IIT B-schools to have single online portal for MBA applications

IIT B-schools to have single online portal for MBA applicationsPlan a host of measures to make their MBA programmes more attractive and sought after Disha Kanwar / New Delhi Jan 29, 2012, 00:09 IST

After doing away with the Joint Management Entrance Test (JMET) last year and embracing the Common Admission Test (CAT), the Indian Institutes of Technology (IITs) are now planning a slew of measures to make their management programmes more attractive and sought after.

Foremost on the list is to merge their application process and adopt a common online portal for admissions in MBA programmes.

“It would be ideal to have a single portal for inviting applications and coordination among all IITs to conduct group discussion and personal interview so that duplication of efforts is avoided and the entire process of admissions is simplified. As 70-80 per cent of the candidate pool is common among the IIT B-schools, it will be in a relief for both the institutes and the students. The IITs will end up utilising their efforts and resources in an optimum manner. Also, the candidates will not have to juggle at multiple places, saving time and expenses,” said M P Gupta, admissions coordinator at IIT Delhi’s Department of Management Studies.

Currently, candidates apply separately to each management programme of IITs, supplying almost the same data to all, with each application costing Rs 1,500.

The IIT B-schools which are planning to merge and have common application portals are Sailesh J Mehta School of Management (IIT-Bombay), Department of Management Studies (IIT-Delhi), Department of Management Studies (IIT-Roorkee), Vinod Gupta School of Management (IIT-Kharagpur) and Department of Management Studies (IIT-Madras). The common portal will be handled by IITs in rotation and in coordination with the IIM organising CAT. In the common process, candidates will be required to mention their preference order for IIT B-schools, probably similar to the B Tech admission process of IITs. With these plans, the next five years will be a period to watch out for these big-league management schools as the IITs.

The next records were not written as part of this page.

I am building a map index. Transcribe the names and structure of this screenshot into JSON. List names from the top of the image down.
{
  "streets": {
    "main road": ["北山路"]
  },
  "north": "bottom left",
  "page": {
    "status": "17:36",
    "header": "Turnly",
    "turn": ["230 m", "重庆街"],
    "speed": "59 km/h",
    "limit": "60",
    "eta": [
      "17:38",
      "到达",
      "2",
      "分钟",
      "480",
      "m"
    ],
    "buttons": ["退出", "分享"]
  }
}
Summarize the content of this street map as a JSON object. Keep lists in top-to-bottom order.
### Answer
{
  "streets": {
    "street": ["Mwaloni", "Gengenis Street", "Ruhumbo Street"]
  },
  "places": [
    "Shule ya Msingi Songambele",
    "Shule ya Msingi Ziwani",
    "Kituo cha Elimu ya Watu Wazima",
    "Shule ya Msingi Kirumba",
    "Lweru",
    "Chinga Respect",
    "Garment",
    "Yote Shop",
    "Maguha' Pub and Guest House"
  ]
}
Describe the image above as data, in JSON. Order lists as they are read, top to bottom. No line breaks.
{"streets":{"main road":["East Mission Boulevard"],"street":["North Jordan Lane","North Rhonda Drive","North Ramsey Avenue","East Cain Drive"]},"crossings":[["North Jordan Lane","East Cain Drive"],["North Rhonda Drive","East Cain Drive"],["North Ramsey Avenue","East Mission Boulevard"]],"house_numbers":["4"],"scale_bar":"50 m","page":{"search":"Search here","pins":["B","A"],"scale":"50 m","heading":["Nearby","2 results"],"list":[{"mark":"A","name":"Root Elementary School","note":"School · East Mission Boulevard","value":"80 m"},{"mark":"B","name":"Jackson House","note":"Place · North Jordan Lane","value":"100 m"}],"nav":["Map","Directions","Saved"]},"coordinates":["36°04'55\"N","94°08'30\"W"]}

These schools are also contemplating the launch of a new dual degree: a five-year course combining their B Tech and MBA programmes. The proposal is at an advanced stage of planning and is likely to be launched in July 2013.

IIT students will be given an option to enter the dual degree programme in their second or third year, as most will take time to get the necessary exposure for such a decision. Interested students will be required to go through an internal group discussion and personal interview process, before qualifying for the dual degree.

“Since many IIT students are already going on to do an MBA subsequently after passing out of IITs, why not give them an option to do so here? Also, IITs have the entire wherewithal to efficiently deliver MBA education, making it an easy process to implement,” added Gupta.

These B-schools are also revamping their curriculum. The B-schools want to make their curriculum more contemporary, with a heavy emphasis on global exposure. Another important change for candidates will be review of the admission criteria, with aim to simplify it and give chance to any graduate, not only engineers.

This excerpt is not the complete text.